#### [WHAT YOU WILL DO]
Among the lines below, count those containing the word "route". Give the number only.

Stored items:
-----

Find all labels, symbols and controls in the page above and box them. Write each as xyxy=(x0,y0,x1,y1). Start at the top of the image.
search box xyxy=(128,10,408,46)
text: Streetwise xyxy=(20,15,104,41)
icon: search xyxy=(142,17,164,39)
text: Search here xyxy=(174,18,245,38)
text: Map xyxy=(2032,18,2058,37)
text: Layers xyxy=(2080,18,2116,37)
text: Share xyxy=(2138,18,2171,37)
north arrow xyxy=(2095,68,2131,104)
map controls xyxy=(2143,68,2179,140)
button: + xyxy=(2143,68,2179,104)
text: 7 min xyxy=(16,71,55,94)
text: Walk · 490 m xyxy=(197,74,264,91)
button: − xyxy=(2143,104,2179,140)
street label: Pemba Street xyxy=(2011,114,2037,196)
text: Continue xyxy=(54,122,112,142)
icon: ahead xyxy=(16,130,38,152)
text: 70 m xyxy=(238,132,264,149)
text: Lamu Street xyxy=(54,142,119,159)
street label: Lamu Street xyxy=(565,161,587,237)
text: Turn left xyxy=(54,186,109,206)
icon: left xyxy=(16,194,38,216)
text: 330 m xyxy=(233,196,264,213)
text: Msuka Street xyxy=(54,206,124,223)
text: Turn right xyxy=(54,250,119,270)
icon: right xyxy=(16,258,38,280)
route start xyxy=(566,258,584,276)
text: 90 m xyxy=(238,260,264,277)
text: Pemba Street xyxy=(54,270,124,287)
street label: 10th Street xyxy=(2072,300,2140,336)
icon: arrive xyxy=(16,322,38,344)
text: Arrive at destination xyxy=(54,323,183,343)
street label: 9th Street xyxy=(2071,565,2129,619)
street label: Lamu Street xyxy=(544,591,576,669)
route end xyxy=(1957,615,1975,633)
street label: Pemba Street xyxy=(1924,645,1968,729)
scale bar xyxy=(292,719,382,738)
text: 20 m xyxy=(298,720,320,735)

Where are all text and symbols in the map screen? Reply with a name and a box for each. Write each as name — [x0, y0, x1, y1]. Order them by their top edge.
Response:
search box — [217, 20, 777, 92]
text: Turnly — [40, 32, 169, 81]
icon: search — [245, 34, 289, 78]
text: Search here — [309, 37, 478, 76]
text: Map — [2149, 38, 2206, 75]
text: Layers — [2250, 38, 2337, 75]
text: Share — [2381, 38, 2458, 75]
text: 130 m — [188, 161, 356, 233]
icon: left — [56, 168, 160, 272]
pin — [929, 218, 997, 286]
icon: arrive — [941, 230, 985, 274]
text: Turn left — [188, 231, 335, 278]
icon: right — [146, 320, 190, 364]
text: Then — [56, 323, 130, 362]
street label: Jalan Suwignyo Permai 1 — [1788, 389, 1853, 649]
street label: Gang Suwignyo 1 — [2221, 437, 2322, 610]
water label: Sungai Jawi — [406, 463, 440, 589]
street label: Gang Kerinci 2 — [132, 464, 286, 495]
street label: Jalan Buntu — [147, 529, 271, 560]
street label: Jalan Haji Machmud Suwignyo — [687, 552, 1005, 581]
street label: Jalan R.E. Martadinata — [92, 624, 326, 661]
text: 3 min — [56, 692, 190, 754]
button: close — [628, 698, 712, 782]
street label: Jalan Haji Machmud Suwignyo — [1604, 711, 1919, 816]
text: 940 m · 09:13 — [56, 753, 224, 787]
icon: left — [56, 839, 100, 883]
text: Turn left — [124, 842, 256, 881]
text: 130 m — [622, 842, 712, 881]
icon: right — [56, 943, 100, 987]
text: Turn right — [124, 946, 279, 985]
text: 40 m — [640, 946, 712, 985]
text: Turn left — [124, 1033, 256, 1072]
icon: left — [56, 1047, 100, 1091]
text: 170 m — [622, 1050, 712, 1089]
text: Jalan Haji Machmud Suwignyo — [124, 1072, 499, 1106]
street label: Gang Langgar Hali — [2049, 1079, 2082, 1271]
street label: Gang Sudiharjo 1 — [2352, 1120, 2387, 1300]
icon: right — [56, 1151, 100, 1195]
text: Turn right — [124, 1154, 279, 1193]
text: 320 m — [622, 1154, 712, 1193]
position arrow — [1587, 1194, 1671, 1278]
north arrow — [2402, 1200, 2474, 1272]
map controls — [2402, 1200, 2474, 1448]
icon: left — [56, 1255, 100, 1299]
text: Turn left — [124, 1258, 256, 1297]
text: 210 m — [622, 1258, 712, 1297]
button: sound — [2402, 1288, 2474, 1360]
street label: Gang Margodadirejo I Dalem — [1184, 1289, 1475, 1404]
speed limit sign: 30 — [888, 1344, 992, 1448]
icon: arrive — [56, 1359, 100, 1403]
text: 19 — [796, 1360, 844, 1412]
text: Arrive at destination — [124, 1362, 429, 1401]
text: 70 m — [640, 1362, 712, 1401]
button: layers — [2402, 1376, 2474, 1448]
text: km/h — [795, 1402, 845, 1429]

-----

#### [OUTPUT BELOW]
2